(Collected data)
..........

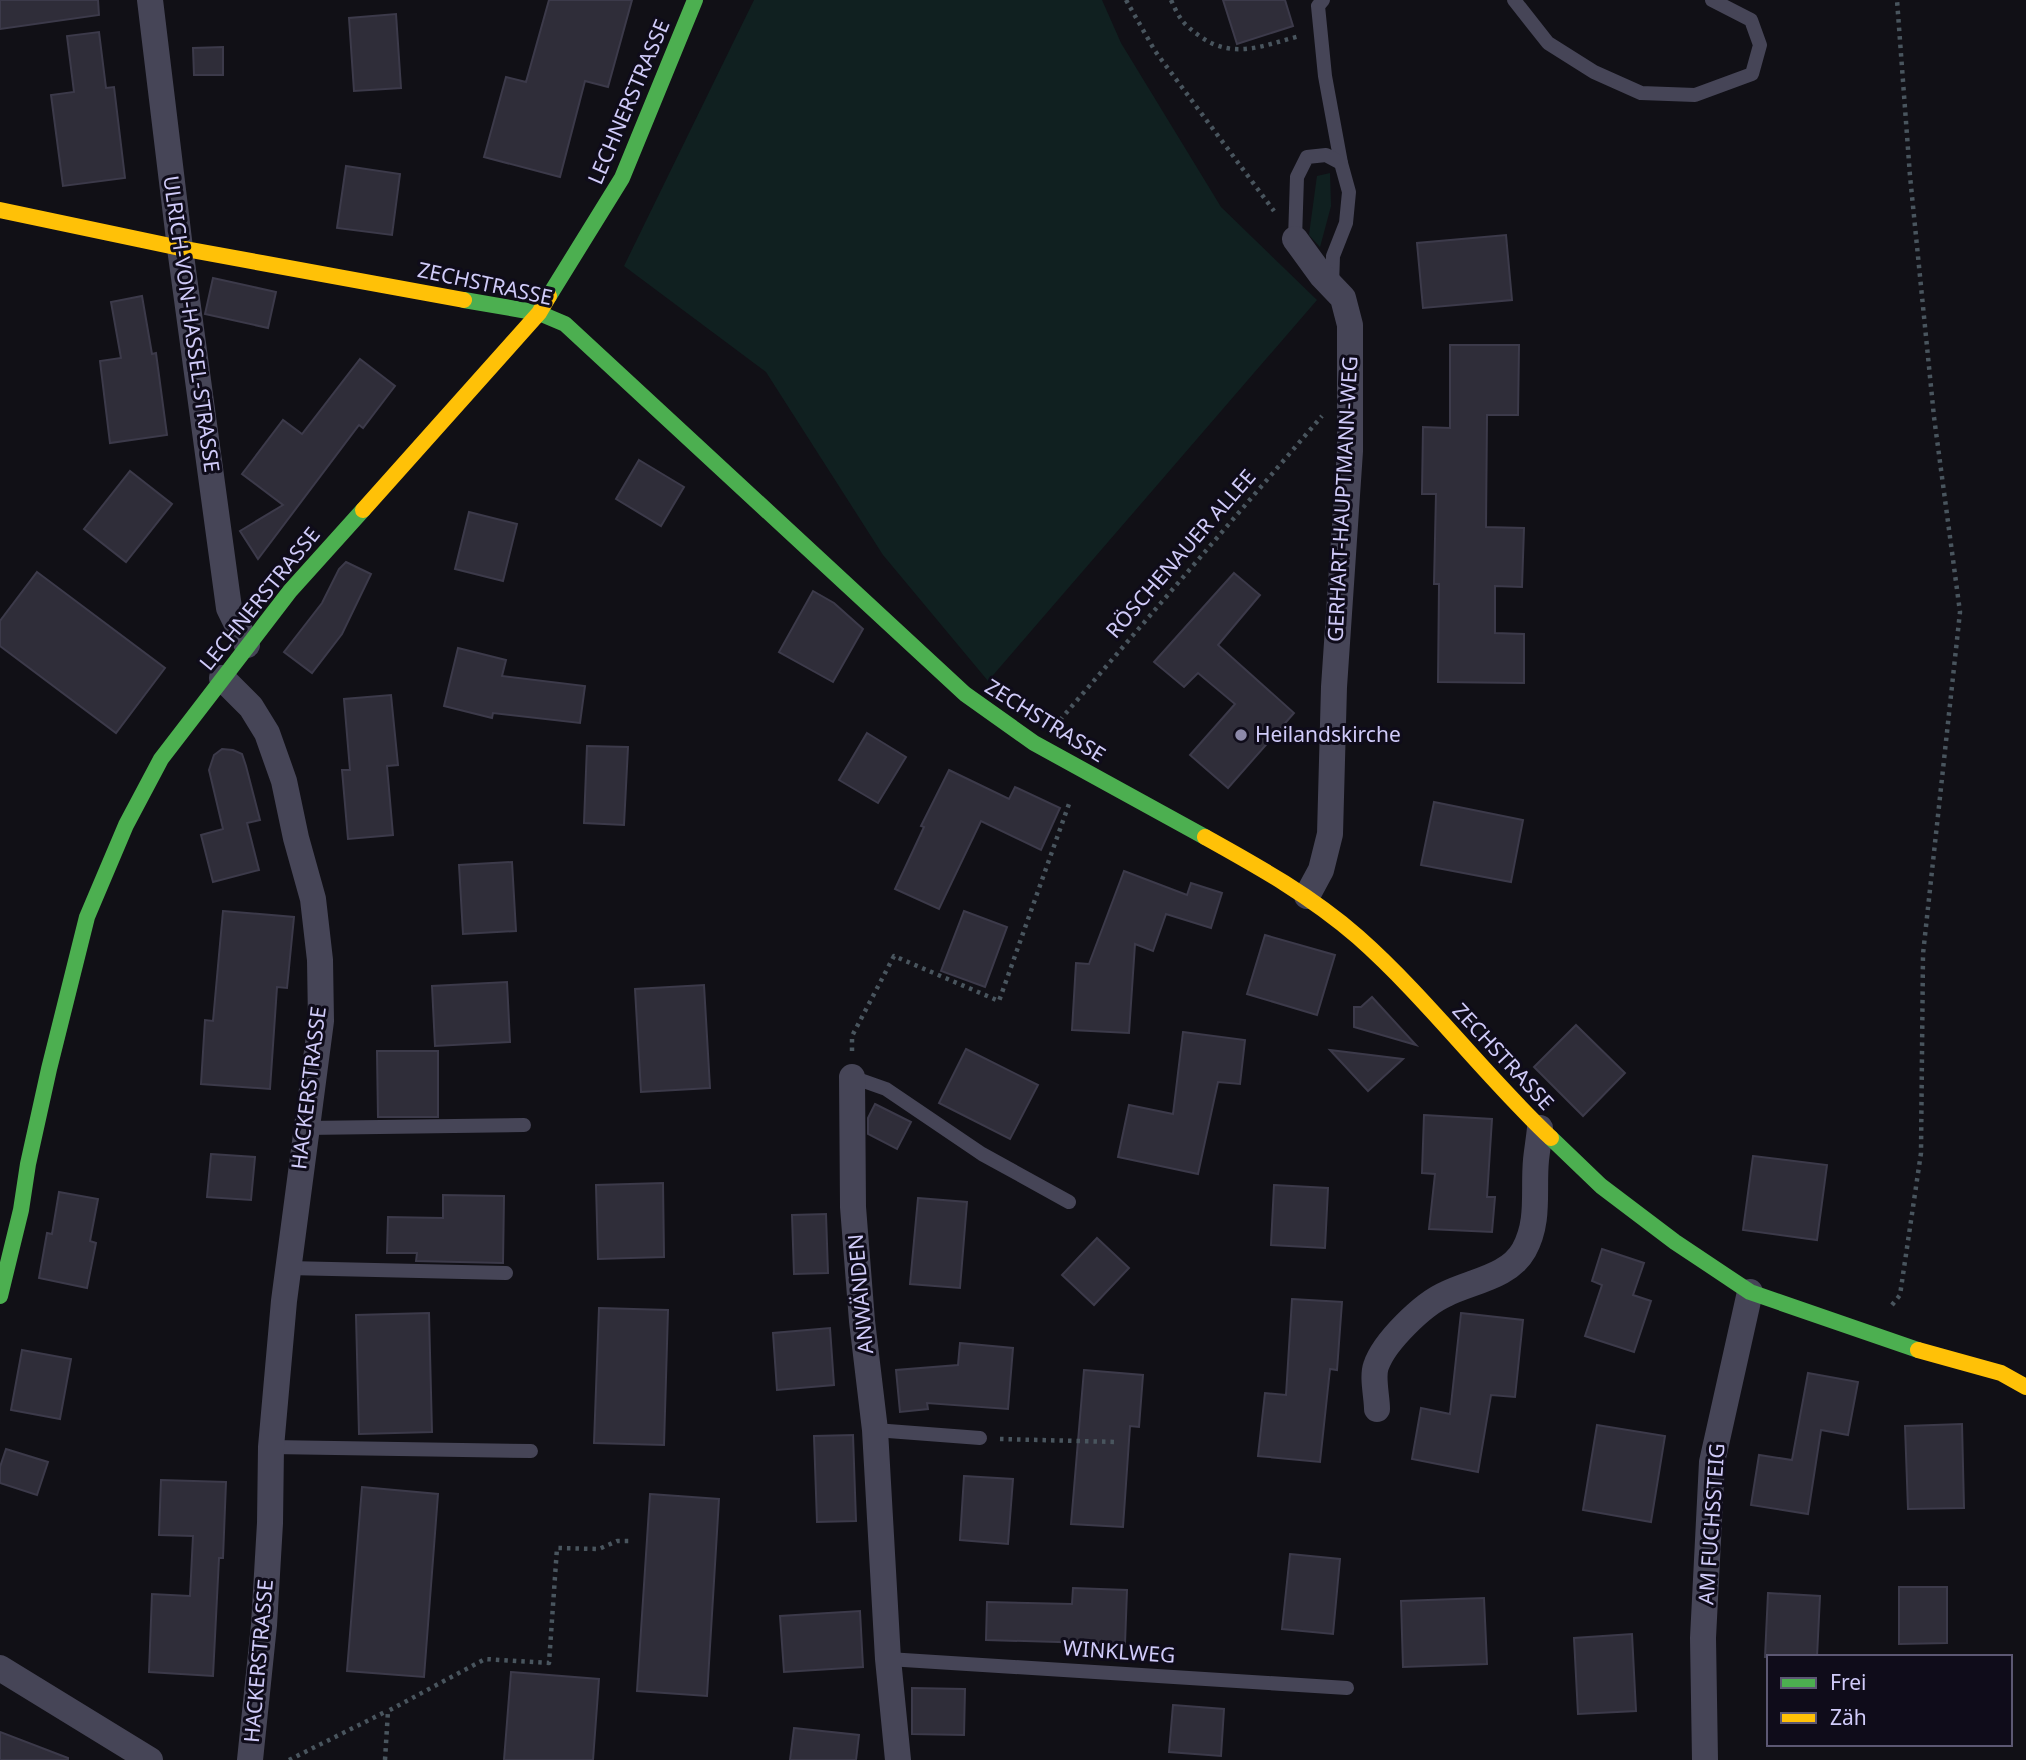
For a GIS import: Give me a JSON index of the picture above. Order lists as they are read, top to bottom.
{
  "streets": {
    "street": [
      "LECHNERSTRASSE",
      "ZECHSTRASSE",
      "ULRICH-VON-HASSEL-STRASSE",
      "GERHART-HAUPTMANN-WEG",
      "HACKERSTRASSE",
      "ANWÄNDEN",
      "AM FUCHSSTEIG"
    ],
    "lane": ["WINKLWEG"],
    "path": ["RÖSCHENAUER ALLEE"]
  },
  "crossings": [
    ["LECHNERSTRASSE", "ZECHSTRASSE"],
    ["LECHNERSTRASSE", "ULRICH-VON-HASSEL-STRASSE"],
    ["LECHNERSTRASSE", "HACKERSTRASSE"],
    ["ZECHSTRASSE", "ULRICH-VON-HASSEL-STRASSE"],
    ["ZECHSTRASSE", "GERHART-HAUPTMANN-WEG"],
    ["ZECHSTRASSE", "RÖSCHENAUER ALLEE"],
    ["ZECHSTRASSE", "AM FUCHSSTEIG"],
    ["GERHART-HAUPTMANN-WEG", "RÖSCHENAUER ALLEE"],
    ["ANWÄNDEN", "WINKLWEG"]
  ],
  "places": ["Heilandskirche"],
  "legend": ["Frei", "Zäh"]
}
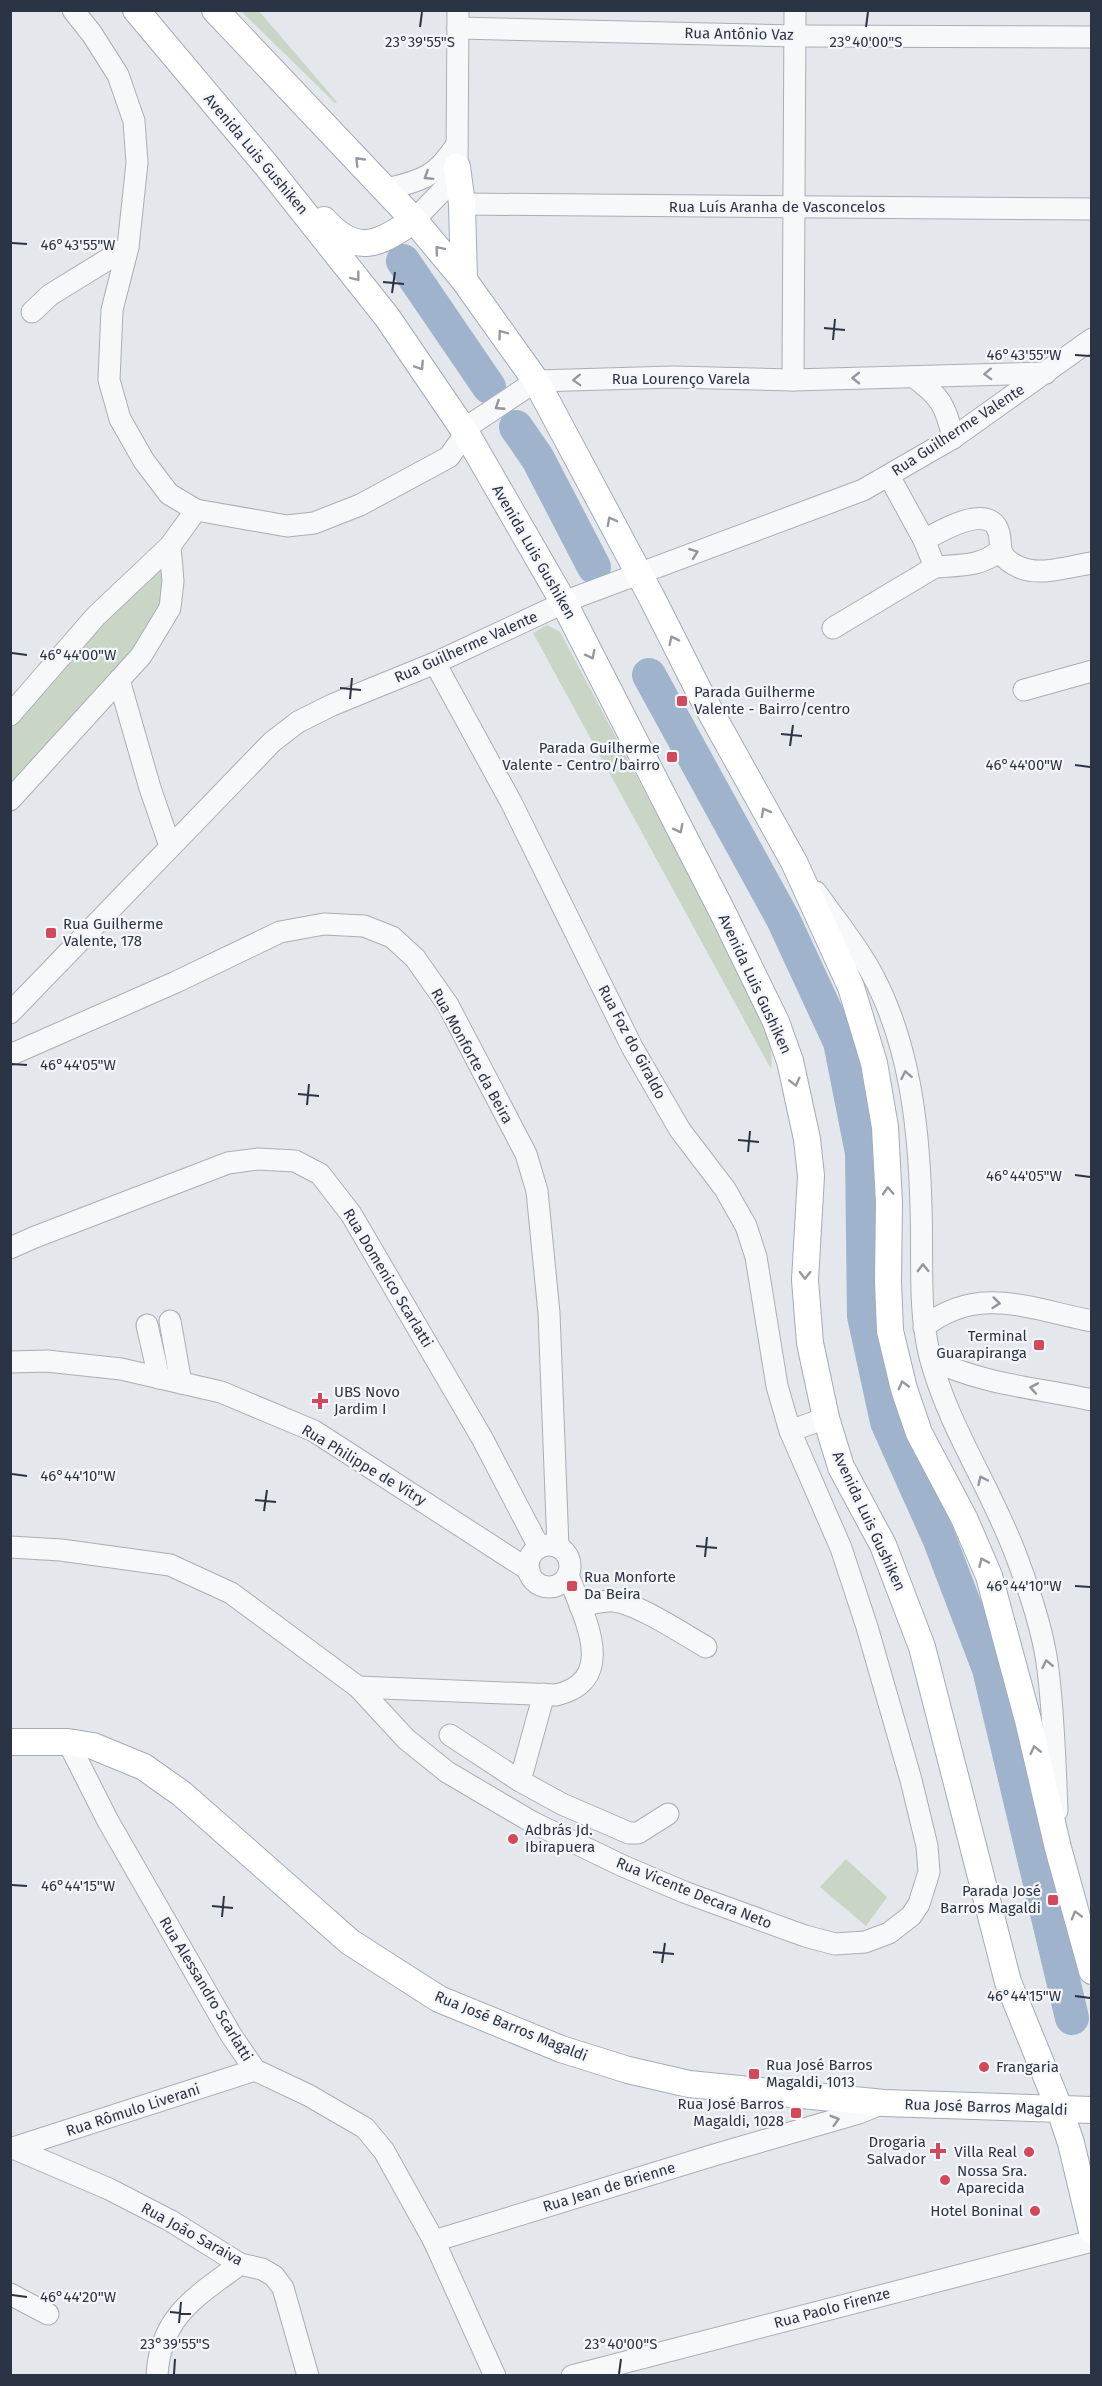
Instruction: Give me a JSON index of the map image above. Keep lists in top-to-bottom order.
{
  "streets": {
    "main road": ["Avenida Luis Gushiken", "Rua José Barros Magaldi"],
    "street": [
      "Rua Antônio Vaz",
      "Rua Luís Aranha de Vasconcelos",
      "Rua Lourenço Varela",
      "Rua Guilherme Valente",
      "Rua Foz do Giraldo",
      "Rua Monforte da Beira",
      "Rua Domenico Scarlatti",
      "Rua Philippe de Vitry",
      "Rua Vicente Decara Neto",
      "Rua Alessandro Scarlatti",
      "Rua Rômulo Liverani",
      "Rua Jean de Brienne",
      "Rua João Saraiva",
      "Rua Paolo Firenze"
    ]
  },
  "crossings": [
    ["Avenida Luis Gushiken", "Rua Guilherme Valente"],
    ["Avenida Luis Gushiken", "Rua José Barros Magaldi"],
    ["Rua Lourenço Varela", "Rua Guilherme Valente"],
    ["Rua Guilherme Valente", "Rua Foz do Giraldo"],
    ["Rua Foz do Giraldo", "Rua Vicente Decara Neto"],
    ["Rua Monforte da Beira", "Rua Domenico Scarlatti"],
    ["Rua Monforte da Beira", "Rua Philippe de Vitry"],
    ["Rua Domenico Scarlatti", "Rua Philippe de Vitry"],
    ["Rua Alessandro Scarlatti", "Rua José Barros Magaldi"],
    ["Rua Alessandro Scarlatti", "Rua Rômulo Liverani"],
    ["Rua Alessandro Scarlatti", "Rua Jean de Brienne"],
    ["Rua José Barros Magaldi", "Rua Jean de Brienne"],
    ["Rua Rômulo Liverani", "Rua João Saraiva"]
  ],
  "one_way": ["Rua Lourenço Varela"],
  "places": {
    "transit": [
      "Parada Guilherme Valente - Bairro/centro",
      "Parada Guilherme Valente - Centro/bairro",
      "Rua Guilherme Valente, 178",
      "Terminal Guarapiranga",
      "Rua Monforte Da Beira",
      "Parada José Barros Magaldi",
      "Rua José Barros Magaldi, 1013",
      "Rua José Barros Magaldi, 1028"
    ],
    "health": ["UBS Novo Jardim I", "Drogaria Salvador"],
    "other": [
      "Adbrás Jd. Ibirapuera",
      "Frangaria",
      "Villa Real",
      "Nossa Sra. Aparecida",
      "Hotel Boninal"
    ]
  },
  "coordinates": [
    "23°39'55\"S",
    "23°40'00\"S",
    "46°43'55\"W",
    "46°44'00\"W",
    "46°44'05\"W",
    "46°44'10\"W",
    "46°44'15\"W",
    "46°44'20\"W"
  ]
}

..........

**TASK GOAL**
Your task is to return each line of the data above that contains the string "Decara".

**RESPONSE**
      "Rua Vicente Decara Neto",
    ["Rua Foz do Giraldo", "Rua Vicente Decara Neto"],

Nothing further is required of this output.